NIDAP ondersteunt bij het door middel van onderzoek ontwikkelen, actualiseren of onderbouwen van de integrale economische integrale kennis- of beleidsagenda. Onze kracht ligt vooral bij de kwantitatieve onderbouwing op basis van demografische, arbeidsmarkt en economische gegevens. Hierbij denken wij vanuit de specifieke kansen en ambities van de regio.
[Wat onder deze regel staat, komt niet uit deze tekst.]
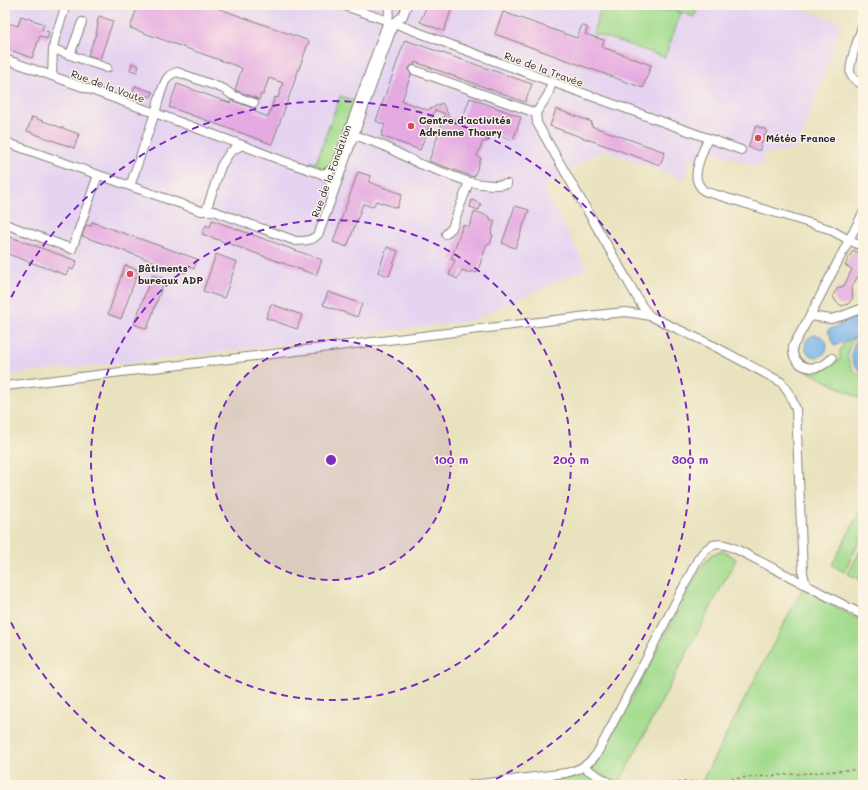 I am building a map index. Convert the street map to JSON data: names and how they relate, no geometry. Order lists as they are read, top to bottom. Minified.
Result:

Economische ontwikkeling X Kennispotentieel
De oratie van Prof. dr. Frank Cörvers van de Maastricht University schetst een heel mooi beeld hoe de economische ontwikkeling van een regio is onlosmakelijk verbonden met de aanwezigheid en ontwikkeling van kennispotentieel. Hieronder is, hopelijk zonder afbreuk te doen aan de originele tekst van Frank, een uittreksel van de oratie, waarbij vooral het accent ligt op kennispotentieel en onderwijs. De op wetenschappelijk onderzoek gebaseerde oratie is voor NIDAP een leidraad bij onderzoek en beleidsondersteuning om het regionale onderwijsportfolio van Roc’s, hogescholen en universiteiten aan te laten sluiten op de kennisagenda en de regionale economische ontwikkelingen. Hier is de volledige door de Maastricht University gepubliceerde oratie van
Prof. dr. Frank Cörvers te vinden.
Agglomeratievoordelen
Concentratie van bevolking en werkgelegenheid heeft allerlei voordelen voor bedrijven, consumenten en werknemers. Deze voordelen vertalen zich in een hoger productiviteits- en inkomensniveau in dichtbevolkte ten opzichte van minder dichtbevolkte gebieden. Bedrijven vestigen zich bij voorkeur in elkaars nabijheid, vanwege de agglomeratievoordelen die daaraan verbonden zijn. De agglomeratievoordelen hebben ten eerste betrekking op de gezamenlijke toegang tot de plaatselijke infrastructuur (zoals wegen en vliegvelden), tot hoogwaardige intermediaire producten en diensten van leveranciers en tot eenzelfde grote ‘pool’ van specialisten en kenniswerkers op de regionale arbeidsmarkt.
Differentiatievoordelen
Bedrijven kunnen in elkaars nabijheid beter profiteren van kennis-spill overs, wat kan leiden tot een hogere innovatiegraad. Door grotere agglomeraties zijn er tevens meer mogelijkheden voor productdifferentiatie, waardoor bedrijven en instellingen beter kunnen inspelen op de uiteenlopende voorkeuren van consumenten. Dat betekent omgekeerd dat ook consumenten voordeel hebben van een breder aanbod van winkels, horeca, recreatie, cultuur en onderwijs Werknemers kunnen profiteren van een groter aanbod aan banen, wat vooral van voordeel is als ze hoogopgeleid zijn, specifieke kennis hebben en hun partner eveneens een baan op pendelafstand zoekt. Verder kunnen vooral hoger opgeleiden via formele en informele kennisuitwisseling productiviteitsvoordelen behalen als ze zich vestigen in steden.
Negatieve effecten
Dichtbevolkte gebieden kunnen zich aan de randen uitbreiden als er in de kern negatieve externe effecten ontstaan vanwege de stijging van grondprijzen en de overbelasting van de infrastructuur. Perifere gebieden die ver weg van de kern gelegen zijn lopen echter door de cumulatieve causatie het risico om in een negatieve spiraal terecht te komen (Hospers, 2010). Groei en krimp zijn dus, vooral waar het de binnenlandse migratie betreft, met elkaar verbonden. Het totaal van de binnenlandse migratie in Nederland is immers per definitie gelijk aan nul.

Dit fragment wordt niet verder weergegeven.